◆ **Your instructions**: Only the lines holding the string "Give" are needed; copy each of them from the data.

** Opening Material for this exercise block **

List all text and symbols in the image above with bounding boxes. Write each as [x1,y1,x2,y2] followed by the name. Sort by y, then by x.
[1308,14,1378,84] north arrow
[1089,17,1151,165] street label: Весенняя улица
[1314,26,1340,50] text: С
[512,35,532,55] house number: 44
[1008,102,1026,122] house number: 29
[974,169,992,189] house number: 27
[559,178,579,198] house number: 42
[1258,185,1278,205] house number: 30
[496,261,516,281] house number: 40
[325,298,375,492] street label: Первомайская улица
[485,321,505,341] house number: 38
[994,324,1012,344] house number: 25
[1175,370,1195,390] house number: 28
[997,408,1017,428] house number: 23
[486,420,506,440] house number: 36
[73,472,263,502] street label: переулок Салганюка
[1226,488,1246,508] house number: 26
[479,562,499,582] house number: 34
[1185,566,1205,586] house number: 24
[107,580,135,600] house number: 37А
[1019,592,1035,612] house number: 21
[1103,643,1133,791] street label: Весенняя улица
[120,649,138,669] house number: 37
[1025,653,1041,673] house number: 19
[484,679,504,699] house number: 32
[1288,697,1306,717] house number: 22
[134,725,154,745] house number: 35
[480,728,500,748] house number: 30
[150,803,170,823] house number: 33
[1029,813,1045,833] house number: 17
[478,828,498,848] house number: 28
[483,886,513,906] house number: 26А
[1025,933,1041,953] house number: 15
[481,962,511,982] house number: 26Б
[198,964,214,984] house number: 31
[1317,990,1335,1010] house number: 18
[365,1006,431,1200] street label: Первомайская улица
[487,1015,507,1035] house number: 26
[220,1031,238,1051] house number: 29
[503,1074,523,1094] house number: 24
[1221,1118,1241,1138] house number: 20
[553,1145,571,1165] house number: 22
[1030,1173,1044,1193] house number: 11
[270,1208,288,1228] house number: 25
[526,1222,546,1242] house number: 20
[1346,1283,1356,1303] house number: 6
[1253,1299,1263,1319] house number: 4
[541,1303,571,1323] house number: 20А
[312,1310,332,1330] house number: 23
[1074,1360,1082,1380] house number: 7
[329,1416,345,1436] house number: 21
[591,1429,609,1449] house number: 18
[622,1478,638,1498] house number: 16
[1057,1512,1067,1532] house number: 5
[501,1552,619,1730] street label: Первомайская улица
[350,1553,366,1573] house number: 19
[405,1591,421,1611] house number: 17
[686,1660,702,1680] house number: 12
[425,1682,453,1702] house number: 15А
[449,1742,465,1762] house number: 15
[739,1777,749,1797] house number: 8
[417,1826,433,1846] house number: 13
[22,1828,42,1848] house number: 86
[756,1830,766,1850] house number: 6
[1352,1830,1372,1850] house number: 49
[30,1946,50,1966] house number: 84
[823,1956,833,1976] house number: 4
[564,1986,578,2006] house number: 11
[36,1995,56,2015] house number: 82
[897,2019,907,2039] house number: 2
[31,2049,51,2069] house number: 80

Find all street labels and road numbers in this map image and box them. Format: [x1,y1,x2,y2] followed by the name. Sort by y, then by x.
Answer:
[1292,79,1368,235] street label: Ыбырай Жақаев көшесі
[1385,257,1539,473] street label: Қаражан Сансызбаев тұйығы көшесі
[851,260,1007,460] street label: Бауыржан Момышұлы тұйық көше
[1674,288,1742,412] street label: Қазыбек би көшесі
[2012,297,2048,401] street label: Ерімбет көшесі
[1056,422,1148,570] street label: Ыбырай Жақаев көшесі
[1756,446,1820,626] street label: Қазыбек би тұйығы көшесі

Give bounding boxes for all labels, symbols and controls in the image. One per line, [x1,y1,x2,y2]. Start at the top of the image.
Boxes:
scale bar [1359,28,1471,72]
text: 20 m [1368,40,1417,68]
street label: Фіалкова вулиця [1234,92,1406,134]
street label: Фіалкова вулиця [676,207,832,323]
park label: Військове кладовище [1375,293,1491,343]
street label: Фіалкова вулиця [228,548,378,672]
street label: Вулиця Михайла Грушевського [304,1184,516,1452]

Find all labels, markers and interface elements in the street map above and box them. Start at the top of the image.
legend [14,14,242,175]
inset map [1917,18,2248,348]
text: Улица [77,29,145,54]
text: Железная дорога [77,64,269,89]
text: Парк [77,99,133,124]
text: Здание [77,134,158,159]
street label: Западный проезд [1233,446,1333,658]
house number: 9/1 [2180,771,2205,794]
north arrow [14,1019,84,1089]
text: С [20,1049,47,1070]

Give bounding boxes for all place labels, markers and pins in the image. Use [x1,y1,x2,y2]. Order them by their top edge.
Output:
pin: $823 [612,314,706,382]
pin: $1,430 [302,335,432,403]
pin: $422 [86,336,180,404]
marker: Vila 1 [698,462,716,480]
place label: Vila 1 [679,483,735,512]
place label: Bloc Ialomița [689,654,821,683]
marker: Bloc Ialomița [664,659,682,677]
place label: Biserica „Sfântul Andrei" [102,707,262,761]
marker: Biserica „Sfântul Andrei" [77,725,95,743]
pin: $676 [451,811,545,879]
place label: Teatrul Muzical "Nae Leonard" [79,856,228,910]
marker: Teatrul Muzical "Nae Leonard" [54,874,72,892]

** Closing Material for this exercise block **

◆ **Task output**:
Give bounding boxes for all labels, symbols and controls in the image. One per line, [x1,y1,x2,y2]. Start at the top of the image.
Give bounding boxes for all place labels, markers and pins in the image. Use [x1,y1,x2,y2]. Order them by their top edge.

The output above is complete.